Sebagai informasi, lembaga ini turut memberikan dukungan langsung terhadap pengembangan sistem militer canggih Israel. Termasuk kecerdasan buatan, drone, sistem pelacakan elektronik, komunikasi terenkripsi, hingga riset energi terarah dan aplikasi nuklir.
Berdiri pada 1934 oleh Chaim Weizmann di bawah nama Daniel Seif Research Institute, lembaga ini kemudian berubah namanya pada 1949. Dengan tujuan menghormati pendirinya, yang juga menjadi Presiden pertama Israel.
Institut Sains Weizmann menerima dukungan pendanaan besar dari pemerintah Israel dan berbagai lembaga internasional.
Selain menjadi pusat unggulan untuk riset domestik, lembaga ini juga merupakan tempat kolaborasi ilmiah global. Yang mencakup proyek bersama dengan universitas dan institusi dari Eropa, Amerika Serikat, dan Asia.
Kini, institut tersebut memiliki lebih dari 2.500 peneliti dan staf, puluhan laboratorium canggih, fasilitas kuliah, perumahan, serta perpustakaan ilmiah besar.

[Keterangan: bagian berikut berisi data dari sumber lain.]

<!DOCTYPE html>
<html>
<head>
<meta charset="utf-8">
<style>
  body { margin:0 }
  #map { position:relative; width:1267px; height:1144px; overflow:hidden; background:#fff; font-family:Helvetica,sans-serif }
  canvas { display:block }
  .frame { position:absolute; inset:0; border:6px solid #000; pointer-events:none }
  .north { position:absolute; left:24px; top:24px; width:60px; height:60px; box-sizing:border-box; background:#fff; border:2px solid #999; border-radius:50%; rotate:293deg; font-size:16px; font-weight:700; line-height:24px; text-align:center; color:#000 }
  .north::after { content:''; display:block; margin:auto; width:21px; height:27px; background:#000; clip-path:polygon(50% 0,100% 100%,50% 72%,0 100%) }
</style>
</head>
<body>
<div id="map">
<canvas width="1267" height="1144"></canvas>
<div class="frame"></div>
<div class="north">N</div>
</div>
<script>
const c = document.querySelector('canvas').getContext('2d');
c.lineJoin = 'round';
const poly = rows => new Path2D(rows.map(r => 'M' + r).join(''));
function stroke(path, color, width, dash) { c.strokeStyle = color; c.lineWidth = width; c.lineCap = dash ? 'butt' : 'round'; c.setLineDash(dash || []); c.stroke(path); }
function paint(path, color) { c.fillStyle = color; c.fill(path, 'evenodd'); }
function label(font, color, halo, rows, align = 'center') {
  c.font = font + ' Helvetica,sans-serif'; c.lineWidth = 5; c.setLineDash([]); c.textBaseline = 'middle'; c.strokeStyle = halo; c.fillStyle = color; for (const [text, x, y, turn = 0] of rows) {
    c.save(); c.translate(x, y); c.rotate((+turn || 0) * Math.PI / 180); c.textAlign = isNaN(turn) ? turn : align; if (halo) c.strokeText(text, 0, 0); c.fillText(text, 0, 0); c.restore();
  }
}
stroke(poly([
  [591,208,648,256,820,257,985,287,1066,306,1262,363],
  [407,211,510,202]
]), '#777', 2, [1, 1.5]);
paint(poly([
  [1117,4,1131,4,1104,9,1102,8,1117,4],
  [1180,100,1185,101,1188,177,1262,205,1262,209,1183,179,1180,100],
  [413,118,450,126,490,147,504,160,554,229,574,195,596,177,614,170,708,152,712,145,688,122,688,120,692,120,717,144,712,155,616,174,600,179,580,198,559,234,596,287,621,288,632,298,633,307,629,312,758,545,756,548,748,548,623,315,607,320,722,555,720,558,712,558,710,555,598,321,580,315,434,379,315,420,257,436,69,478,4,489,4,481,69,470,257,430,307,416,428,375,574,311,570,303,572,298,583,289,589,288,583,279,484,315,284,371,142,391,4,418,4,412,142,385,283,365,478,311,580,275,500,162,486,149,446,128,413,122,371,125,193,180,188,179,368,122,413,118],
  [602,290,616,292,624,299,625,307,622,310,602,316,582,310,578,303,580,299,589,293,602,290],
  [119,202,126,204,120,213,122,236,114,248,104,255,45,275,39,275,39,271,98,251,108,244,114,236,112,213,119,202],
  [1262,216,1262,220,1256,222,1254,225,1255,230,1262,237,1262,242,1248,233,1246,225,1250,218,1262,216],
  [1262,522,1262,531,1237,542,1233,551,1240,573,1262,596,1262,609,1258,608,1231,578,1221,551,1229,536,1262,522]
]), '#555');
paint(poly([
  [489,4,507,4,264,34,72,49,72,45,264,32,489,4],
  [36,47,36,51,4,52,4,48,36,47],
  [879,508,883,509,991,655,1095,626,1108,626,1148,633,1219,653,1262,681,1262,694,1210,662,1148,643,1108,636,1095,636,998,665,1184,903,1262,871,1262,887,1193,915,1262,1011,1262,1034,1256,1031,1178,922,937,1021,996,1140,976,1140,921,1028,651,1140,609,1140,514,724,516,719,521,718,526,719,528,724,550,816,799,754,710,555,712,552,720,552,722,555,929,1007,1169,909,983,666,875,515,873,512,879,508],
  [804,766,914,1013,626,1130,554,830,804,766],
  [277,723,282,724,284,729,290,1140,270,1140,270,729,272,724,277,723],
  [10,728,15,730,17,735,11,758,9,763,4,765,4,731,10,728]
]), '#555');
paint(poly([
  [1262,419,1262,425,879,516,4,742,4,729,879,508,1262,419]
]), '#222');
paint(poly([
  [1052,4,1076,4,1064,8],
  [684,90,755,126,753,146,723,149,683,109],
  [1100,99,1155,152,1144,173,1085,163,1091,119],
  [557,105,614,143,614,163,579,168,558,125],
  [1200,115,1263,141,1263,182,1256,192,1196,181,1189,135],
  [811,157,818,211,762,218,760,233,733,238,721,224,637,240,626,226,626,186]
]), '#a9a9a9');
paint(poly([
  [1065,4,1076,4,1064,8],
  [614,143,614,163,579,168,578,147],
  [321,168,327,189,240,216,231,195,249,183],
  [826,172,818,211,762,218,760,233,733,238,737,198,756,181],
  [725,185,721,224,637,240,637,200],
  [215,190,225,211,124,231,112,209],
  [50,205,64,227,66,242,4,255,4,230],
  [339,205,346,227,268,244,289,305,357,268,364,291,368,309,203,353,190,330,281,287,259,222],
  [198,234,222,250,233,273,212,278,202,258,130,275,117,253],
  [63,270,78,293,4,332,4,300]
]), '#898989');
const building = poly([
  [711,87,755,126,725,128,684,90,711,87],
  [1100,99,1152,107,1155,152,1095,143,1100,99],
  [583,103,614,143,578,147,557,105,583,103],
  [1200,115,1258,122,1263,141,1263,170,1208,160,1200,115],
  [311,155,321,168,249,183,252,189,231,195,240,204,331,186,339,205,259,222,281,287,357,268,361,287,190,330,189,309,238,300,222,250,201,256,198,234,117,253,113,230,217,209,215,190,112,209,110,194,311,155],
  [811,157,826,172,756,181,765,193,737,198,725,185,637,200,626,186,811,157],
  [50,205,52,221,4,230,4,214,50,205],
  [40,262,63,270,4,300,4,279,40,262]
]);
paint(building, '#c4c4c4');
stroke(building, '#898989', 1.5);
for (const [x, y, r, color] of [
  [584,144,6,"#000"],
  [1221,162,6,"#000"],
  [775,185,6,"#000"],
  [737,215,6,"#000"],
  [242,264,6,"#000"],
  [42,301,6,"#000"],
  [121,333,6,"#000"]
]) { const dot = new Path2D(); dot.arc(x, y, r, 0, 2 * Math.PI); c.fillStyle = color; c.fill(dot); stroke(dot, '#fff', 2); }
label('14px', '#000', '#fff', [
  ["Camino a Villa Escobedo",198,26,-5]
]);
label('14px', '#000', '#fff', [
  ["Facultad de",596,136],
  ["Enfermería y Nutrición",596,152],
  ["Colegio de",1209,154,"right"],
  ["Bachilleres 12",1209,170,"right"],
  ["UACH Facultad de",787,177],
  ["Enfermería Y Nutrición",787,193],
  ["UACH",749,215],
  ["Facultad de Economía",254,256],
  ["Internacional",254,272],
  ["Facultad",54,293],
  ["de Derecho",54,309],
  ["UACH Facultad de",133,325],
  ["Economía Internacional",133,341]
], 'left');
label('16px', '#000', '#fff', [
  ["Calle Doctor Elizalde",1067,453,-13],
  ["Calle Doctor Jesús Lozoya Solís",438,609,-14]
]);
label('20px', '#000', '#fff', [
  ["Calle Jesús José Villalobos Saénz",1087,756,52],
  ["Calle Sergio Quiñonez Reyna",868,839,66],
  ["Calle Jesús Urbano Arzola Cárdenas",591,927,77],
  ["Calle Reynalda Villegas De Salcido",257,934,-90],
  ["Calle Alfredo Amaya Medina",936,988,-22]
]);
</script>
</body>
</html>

Peran akademik tersebut dengan kontribusi signifikan dalam hal pertahanan, termasuk pengembangan kecerdasan buatan untuk analisis data dan panduan tempur.
Kemudian teknologi drone dan sistem otonom, sistem pelacakan elektronik dan pengacau sinyal, sistem navigasi alternatif pengganti GPS. Lalu, komunikasi terenkripsi dalam zona konflik, riset energi terarah dan aplikasi nuklir, serta metode perawatan lapangan untuk tentara yang terluka. (*)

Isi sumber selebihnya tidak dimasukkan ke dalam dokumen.